Top 5 Targets To Reduce Medications In Long Term Care

I’ve been doing quite a bit of long term care consulting lately and I’ve been trying to pay attention to which medications and medication classes I have been targeting in an effort to reduce polypharmacy. Here are my top 5 targets to reduce medications in long term care. Also be sure to check out my course on LTC consulting!

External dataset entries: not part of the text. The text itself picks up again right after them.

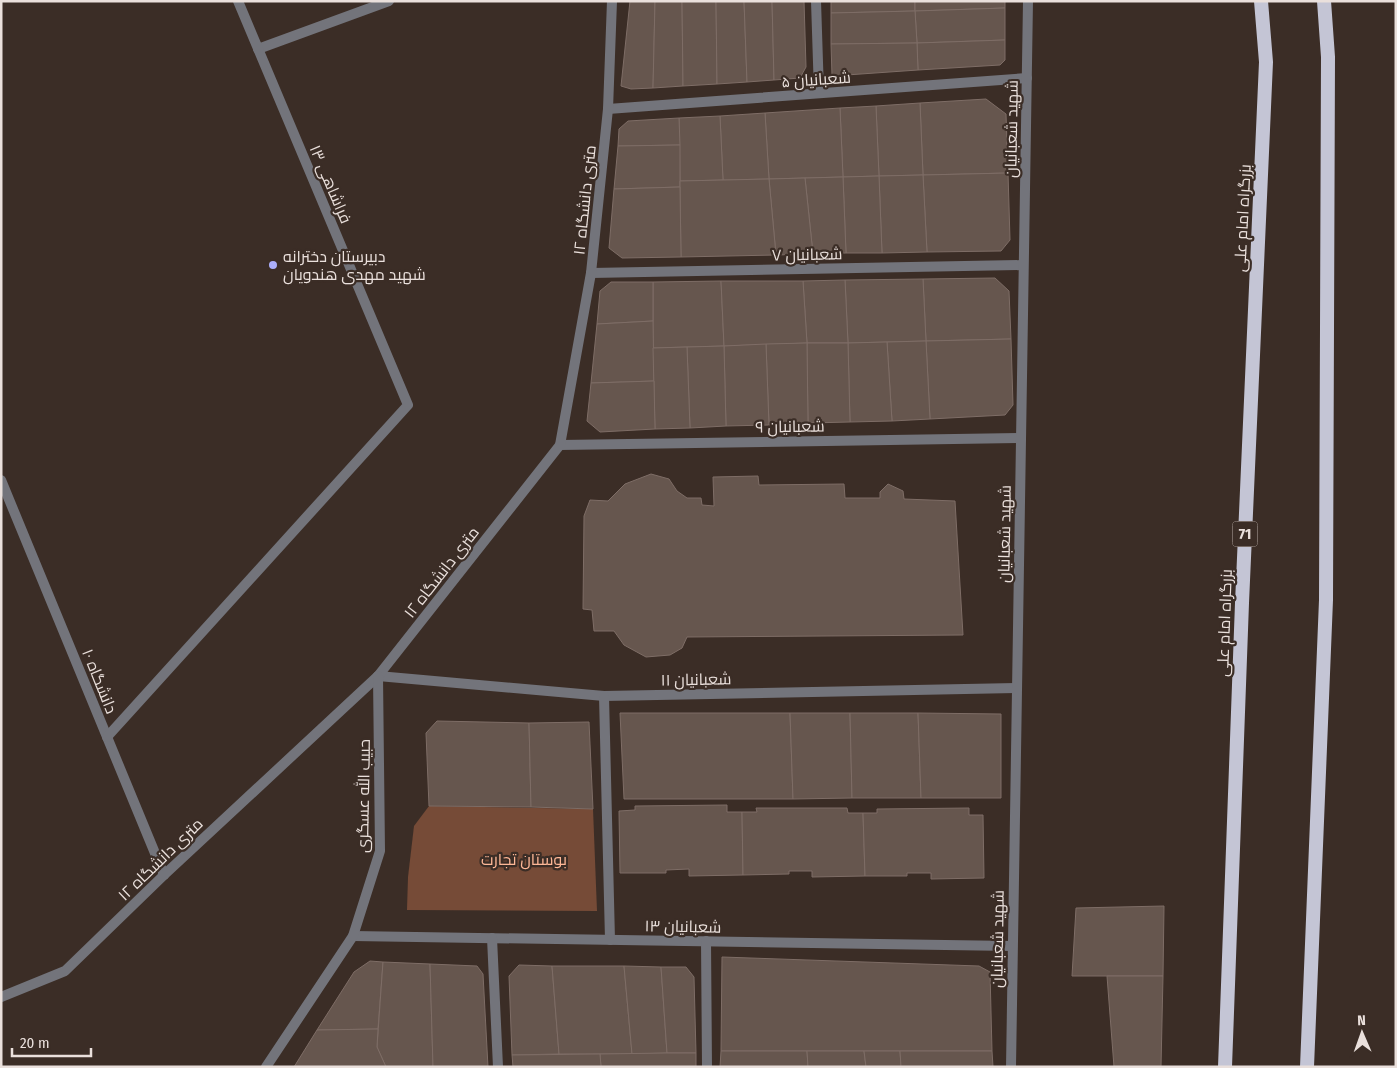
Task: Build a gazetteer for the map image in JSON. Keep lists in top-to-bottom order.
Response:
{
  "streets": {
    "highway": ["بزرگراه امام علی", "71"],
    "street": [
      "شعبانیان ۵",
      "شهید شعبانیان",
      "فراشاهی ۱۳",
      "۱۲ متری دانشگاه",
      "شعبانیان ۷",
      "شعبانیان ۹",
      "شعبانیان ۱۱",
      "دانشگاه ۱۰",
      "حبیب الله عسگری",
      "شعبانیان ۱۳"
    ]
  },
  "crossings": [
    ["شعبانیان ۵", "شهید شعبانیان"],
    ["شعبانیان ۵", "۱۲ متری دانشگاه"],
    ["شهید شعبانیان", "شعبانیان ۷"],
    ["شهید شعبانیان", "شعبانیان ۹"],
    ["شهید شعبانیان", "شعبانیان ۱۱"],
    ["شهید شعبانیان", "شعبانیان ۱۳"],
    ["فراشاهی ۱۳", "دانشگاه ۱۰"],
    ["۱۲ متری دانشگاه", "شعبانیان ۷"],
    ["۱۲ متری دانشگاه", "شعبانیان ۹"],
    ["۱۲ متری دانشگاه", "شعبانیان ۱۱"],
    ["۱۲ متری دانشگاه", "دانشگاه ۱۰"],
    ["۱۲ متری دانشگاه", "حبیب الله عسگری"],
    ["شعبانیان ۱۱", "حبیب الله عسگری"],
    ["حبیب الله عسگری", "شعبانیان ۱۳"]
  ],
  "parks": ["بوستان تجارت"],
  "places": ["دبیرستان دخترانه شهید مهدی هندویان"],
  "scale_bar": "20 m",
  "north": "top"
}
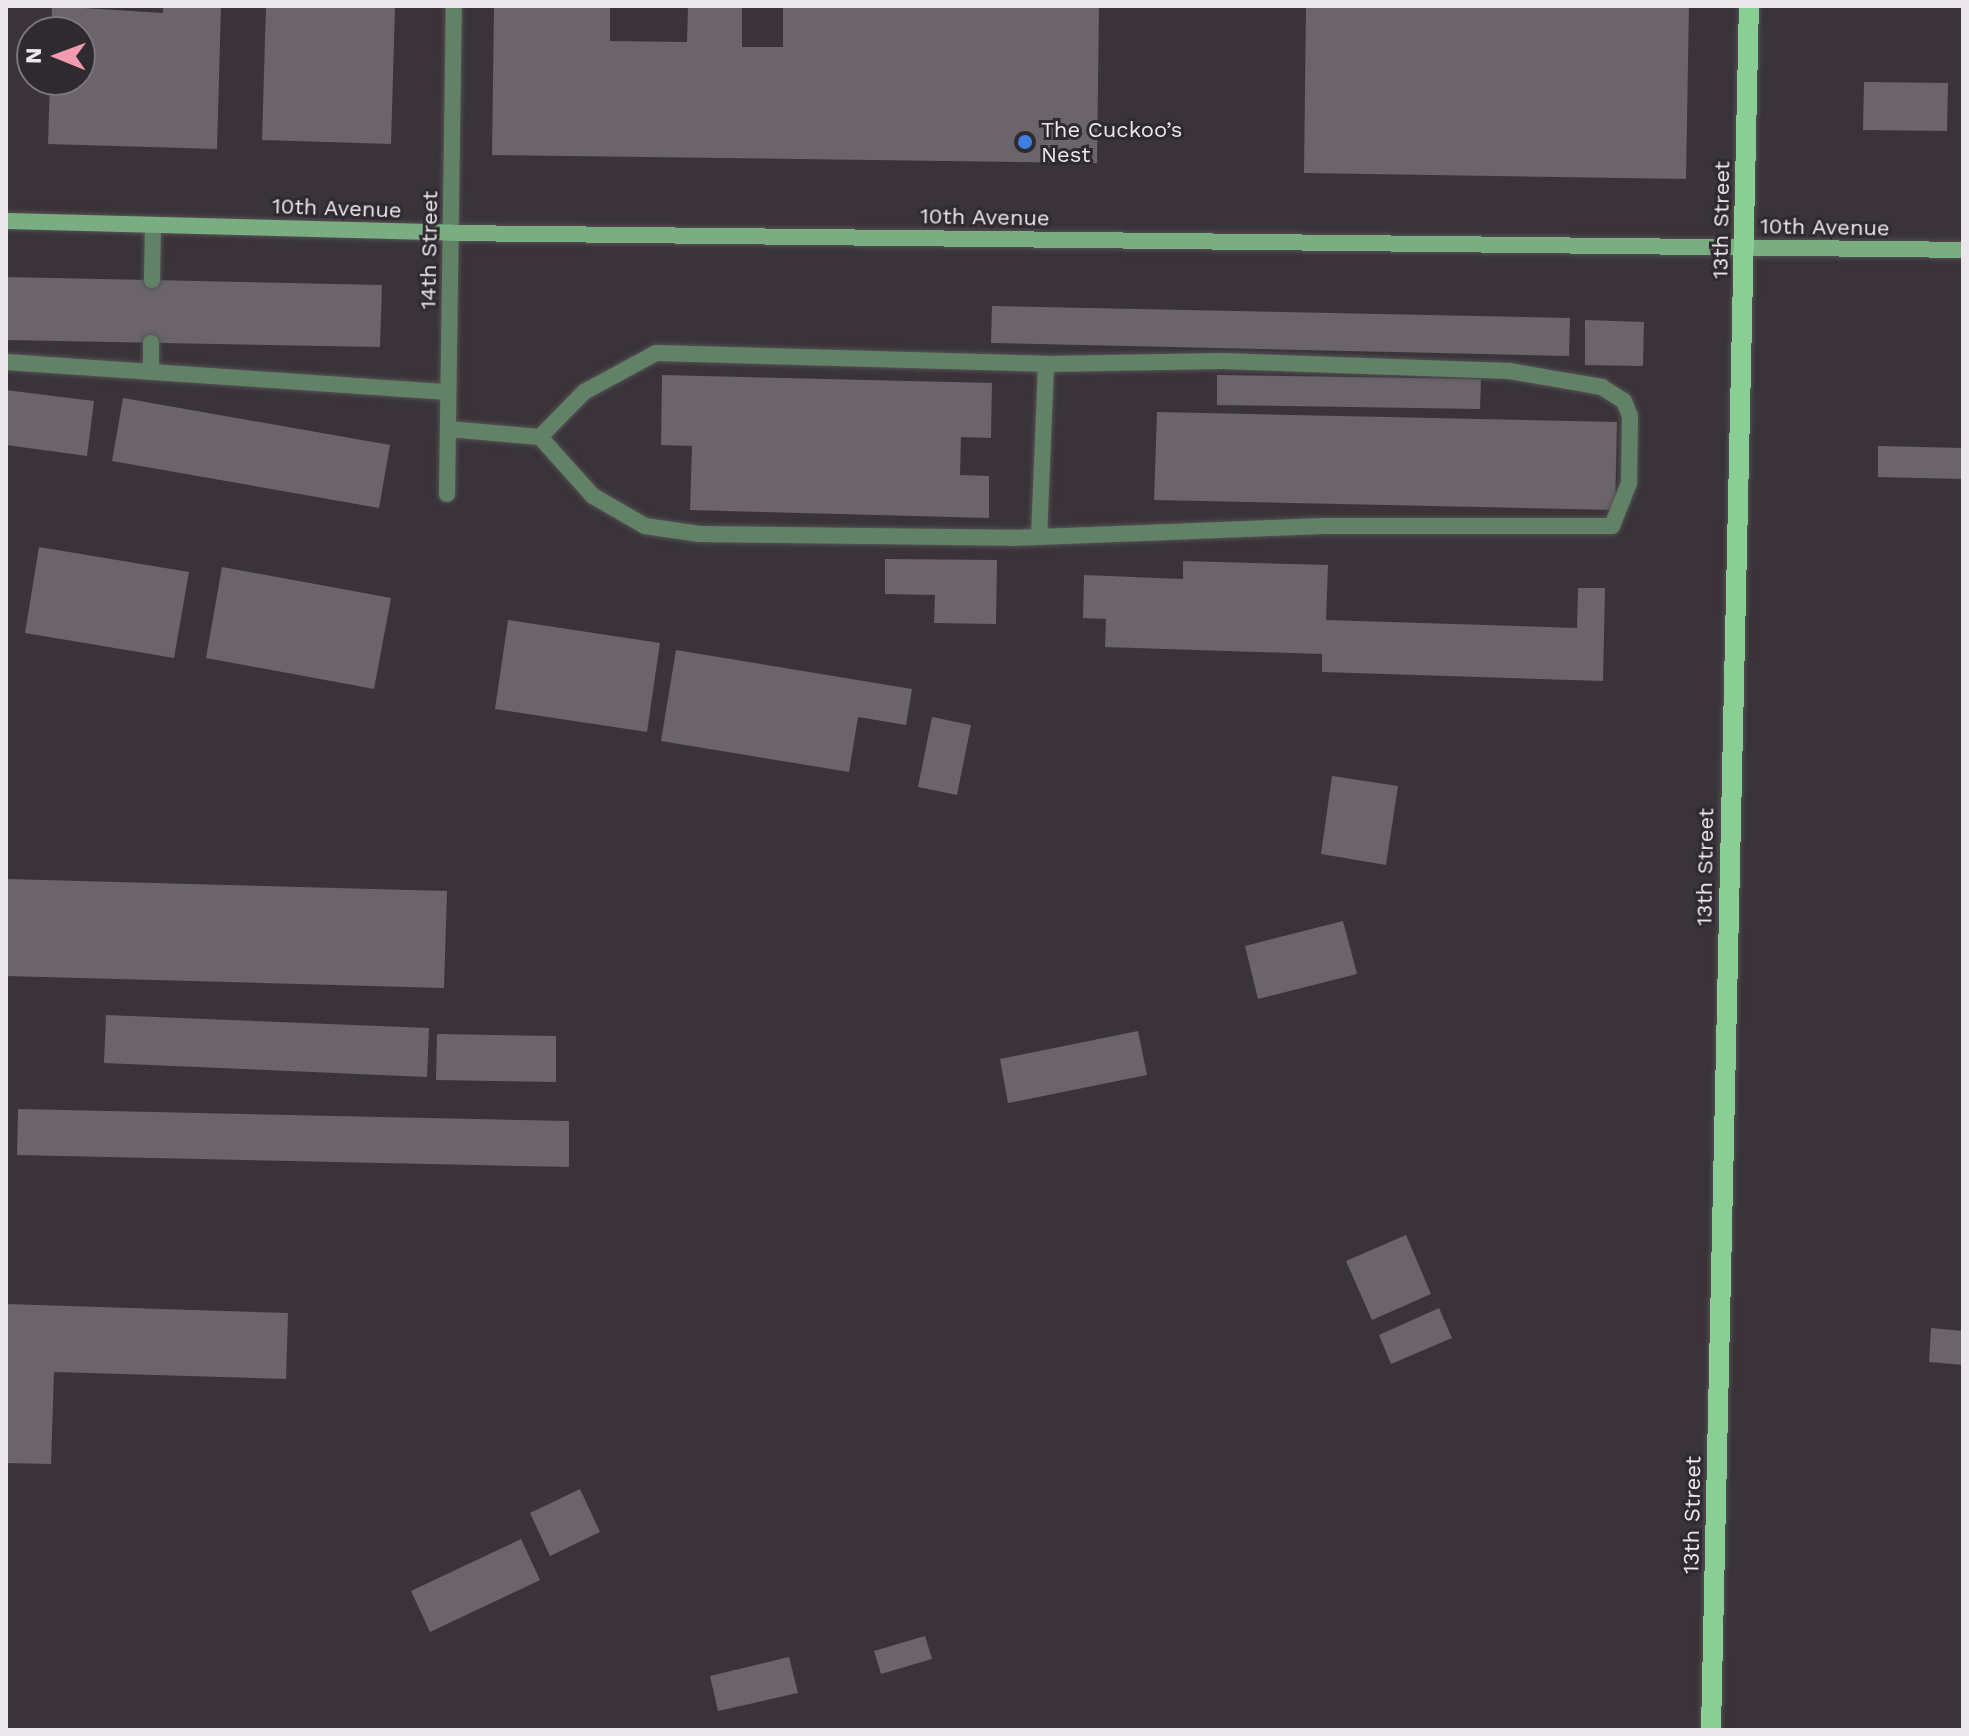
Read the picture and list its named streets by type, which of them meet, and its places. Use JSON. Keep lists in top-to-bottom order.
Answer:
{
  "streets": {
    "main road": ["10th Avenue", "13th Street"],
    "street": ["14th Street"]
  },
  "crossings": [
    ["10th Avenue", "13th Street"],
    ["10th Avenue", "14th Street"]
  ],
  "places": ["The Cuckoo’s Nest"],
  "north": "left"
}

Complaints of insomnia are extremely common in patients who have recently transitioned from various settings into new environments. It is critical to make sure that sleep medications are reevaluated frequently. If you put yourself in the shoes of your patients, you would understand that sleeping in a new bed and environment is very likely to upset your sleeping status quo. Once a patient has stabilized at a new location, ensure that any medications used for sleep are subsequently tapered to the minimum effective dose or ideally discontinued. Melatonin, zolpidem, trazodone, mirtazapine, and diphenhydramine are the most common sleep agents that I have been seeing lately.

GERD Medications

The use of PPIs is incredibly high in hospital and long term care settings. GI prophylaxis is often used in the hospital and many times this is continued when a patient is transitioned to long term care. Pay close attention as to when that PPI (or H2 blocker) was started and also why it was started. This can help us understand if it is truly necessary on a long term basis. In many instances, we can taper the dose down and often discontinue.

Pain Medications

With so many rehab patients now in long term care, we can oftentimes reduce and eliminate pain medications as patients continue to improve. Tapering opioids, gabapentin, NSAIDs, and other pain relieving medications have been something I’ve been paying attention to lately. Also, remember that non-drug interventions can play an important role in alleviating pain and reducing medication burden.


Similar to pain, many rehab patients may have had behavioral issues in the hospital. These hospital-related issues may have led to the addition of various psychotropic medications like antipsychotics and benzodiazepines. It is critical to identify the indication for use of these medications and recognize if they have been on board for a short period of time or a longer period of time.


When the call is made to place a patient on hospice, this is an excellent time to review all the supplements that the patient is taking. Many take supplemental vitamins in addition to a multiple vitamin and if diet is adequate, it is often unnecessary. I also find myself looking at iron supplements. When hemoglobin is within normal limits and the patient has adequate iron stores, we can definitely look to get rid of these and monitor hemoglobin going forward.

What other targets to reduce medications in long term care are you pursuing?